The answer is every line in the data below that contains the word "object".

#### Records for processing ####

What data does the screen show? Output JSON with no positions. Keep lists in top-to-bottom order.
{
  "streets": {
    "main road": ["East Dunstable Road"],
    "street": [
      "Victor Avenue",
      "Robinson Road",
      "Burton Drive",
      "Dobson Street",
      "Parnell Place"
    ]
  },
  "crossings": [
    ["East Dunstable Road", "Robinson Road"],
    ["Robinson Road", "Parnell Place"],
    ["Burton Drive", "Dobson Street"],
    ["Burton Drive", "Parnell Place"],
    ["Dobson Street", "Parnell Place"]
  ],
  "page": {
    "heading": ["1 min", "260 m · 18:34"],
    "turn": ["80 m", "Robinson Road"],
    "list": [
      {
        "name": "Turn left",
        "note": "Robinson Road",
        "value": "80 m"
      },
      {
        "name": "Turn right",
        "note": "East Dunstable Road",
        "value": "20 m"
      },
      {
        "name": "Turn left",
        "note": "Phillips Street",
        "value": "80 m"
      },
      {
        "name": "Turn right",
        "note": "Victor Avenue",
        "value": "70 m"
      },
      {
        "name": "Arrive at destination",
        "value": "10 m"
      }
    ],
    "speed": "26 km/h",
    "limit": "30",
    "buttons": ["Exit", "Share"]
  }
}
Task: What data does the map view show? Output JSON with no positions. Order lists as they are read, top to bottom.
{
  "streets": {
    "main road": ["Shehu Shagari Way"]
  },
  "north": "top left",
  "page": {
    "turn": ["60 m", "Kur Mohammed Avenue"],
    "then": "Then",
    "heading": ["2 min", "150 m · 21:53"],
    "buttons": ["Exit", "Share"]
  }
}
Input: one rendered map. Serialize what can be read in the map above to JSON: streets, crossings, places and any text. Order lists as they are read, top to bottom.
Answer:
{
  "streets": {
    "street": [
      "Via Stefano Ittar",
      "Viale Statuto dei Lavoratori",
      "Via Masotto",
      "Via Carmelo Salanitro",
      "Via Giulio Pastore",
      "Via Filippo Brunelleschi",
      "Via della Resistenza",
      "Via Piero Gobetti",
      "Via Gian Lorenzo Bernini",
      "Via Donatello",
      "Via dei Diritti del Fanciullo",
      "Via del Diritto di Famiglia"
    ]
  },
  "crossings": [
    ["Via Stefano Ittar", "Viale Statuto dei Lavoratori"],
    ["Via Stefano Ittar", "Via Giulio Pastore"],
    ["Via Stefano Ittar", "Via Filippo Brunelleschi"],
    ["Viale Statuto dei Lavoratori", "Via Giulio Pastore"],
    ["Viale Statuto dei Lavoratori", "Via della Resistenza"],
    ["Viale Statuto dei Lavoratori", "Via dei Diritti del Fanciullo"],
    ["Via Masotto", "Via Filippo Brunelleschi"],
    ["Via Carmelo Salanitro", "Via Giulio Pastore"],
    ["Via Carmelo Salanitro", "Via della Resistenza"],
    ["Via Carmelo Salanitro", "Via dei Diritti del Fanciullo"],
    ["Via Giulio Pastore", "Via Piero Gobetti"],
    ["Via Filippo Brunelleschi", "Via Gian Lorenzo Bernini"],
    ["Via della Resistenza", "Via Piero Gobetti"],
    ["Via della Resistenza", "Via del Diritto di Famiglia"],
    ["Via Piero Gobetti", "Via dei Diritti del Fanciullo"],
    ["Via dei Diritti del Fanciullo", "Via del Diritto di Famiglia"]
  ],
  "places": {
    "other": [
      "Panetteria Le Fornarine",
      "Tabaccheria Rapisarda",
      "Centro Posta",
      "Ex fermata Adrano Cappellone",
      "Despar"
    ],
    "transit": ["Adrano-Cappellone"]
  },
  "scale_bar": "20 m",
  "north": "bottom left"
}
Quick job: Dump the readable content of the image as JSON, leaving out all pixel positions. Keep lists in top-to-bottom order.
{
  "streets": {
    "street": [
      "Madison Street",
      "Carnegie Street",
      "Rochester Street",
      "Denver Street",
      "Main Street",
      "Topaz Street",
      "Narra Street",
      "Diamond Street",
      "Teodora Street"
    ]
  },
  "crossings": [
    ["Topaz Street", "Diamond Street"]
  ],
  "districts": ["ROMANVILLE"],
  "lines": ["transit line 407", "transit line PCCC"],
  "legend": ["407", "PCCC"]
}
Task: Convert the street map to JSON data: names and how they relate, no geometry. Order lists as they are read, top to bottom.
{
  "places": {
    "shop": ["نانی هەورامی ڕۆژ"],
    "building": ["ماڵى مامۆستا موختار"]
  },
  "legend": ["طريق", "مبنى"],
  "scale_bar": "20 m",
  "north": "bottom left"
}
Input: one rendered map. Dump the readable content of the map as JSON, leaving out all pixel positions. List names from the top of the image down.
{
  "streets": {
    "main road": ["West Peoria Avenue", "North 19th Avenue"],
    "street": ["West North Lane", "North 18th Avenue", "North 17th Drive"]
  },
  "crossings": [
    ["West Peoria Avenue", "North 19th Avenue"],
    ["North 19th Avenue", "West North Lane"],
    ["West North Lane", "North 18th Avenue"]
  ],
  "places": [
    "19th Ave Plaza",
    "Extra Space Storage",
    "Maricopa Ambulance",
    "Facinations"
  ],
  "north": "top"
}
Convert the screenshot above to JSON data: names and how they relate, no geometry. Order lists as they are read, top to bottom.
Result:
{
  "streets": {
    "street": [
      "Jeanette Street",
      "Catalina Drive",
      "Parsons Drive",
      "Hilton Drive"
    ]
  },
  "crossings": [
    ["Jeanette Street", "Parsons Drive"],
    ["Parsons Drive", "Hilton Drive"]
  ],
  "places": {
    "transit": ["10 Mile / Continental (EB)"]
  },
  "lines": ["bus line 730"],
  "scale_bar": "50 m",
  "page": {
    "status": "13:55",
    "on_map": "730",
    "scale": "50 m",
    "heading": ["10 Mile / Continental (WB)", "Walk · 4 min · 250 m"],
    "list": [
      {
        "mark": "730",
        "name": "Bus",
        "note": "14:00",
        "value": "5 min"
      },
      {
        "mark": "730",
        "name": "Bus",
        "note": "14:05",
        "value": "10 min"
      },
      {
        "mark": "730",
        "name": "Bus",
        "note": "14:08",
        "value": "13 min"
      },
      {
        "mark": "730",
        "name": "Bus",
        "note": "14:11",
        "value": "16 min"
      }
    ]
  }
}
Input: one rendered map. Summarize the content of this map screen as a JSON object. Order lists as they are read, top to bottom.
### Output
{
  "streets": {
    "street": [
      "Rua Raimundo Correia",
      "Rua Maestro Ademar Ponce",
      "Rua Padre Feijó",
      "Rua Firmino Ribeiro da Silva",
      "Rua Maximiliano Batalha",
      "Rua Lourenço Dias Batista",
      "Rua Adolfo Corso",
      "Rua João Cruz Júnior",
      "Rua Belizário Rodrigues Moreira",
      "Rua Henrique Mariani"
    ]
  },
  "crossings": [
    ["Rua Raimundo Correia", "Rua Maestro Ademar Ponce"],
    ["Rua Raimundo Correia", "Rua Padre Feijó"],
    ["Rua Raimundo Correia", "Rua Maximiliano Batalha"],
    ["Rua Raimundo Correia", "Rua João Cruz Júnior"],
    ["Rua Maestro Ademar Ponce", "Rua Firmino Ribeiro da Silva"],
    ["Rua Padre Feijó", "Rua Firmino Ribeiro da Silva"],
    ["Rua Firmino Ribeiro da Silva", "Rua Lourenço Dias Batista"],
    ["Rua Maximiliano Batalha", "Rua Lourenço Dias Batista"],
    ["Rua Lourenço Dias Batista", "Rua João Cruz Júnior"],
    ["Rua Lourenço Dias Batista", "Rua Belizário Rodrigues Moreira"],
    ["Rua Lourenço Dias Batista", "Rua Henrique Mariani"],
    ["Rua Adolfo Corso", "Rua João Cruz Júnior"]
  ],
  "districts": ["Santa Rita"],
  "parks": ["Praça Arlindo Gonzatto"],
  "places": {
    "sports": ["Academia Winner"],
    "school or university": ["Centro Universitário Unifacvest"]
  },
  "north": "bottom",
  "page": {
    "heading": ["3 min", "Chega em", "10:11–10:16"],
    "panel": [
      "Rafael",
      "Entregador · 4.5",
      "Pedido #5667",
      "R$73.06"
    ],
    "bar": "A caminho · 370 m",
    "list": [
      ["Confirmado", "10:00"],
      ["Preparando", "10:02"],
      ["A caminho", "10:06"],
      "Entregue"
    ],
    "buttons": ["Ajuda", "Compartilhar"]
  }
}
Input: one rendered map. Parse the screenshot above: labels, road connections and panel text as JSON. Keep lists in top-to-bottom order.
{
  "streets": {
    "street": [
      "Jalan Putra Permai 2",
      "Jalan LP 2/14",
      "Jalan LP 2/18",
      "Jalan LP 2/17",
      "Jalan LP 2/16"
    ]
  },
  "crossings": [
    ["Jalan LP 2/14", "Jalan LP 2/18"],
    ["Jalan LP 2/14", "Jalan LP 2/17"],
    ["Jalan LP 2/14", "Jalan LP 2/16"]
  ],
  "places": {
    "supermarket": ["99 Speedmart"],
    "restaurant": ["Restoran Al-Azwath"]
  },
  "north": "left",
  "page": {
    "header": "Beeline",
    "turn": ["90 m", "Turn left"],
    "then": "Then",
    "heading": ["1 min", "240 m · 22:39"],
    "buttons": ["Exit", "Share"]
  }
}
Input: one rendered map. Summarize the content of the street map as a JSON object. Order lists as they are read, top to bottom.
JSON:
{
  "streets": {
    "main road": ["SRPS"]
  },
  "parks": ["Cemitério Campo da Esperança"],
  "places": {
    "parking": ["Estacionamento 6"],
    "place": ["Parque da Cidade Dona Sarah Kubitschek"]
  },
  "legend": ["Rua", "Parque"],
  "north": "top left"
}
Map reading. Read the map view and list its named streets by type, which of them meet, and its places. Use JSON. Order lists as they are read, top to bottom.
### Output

####

- _Output for this exercise_
Input: one rendered map. Summarize the content of this map screen as a JSON object. Order lists as they are read, top to bottom.
Input: one rendered map. Summarize the content of the street map as a JSON object. Order lists as they are read, top to bottom.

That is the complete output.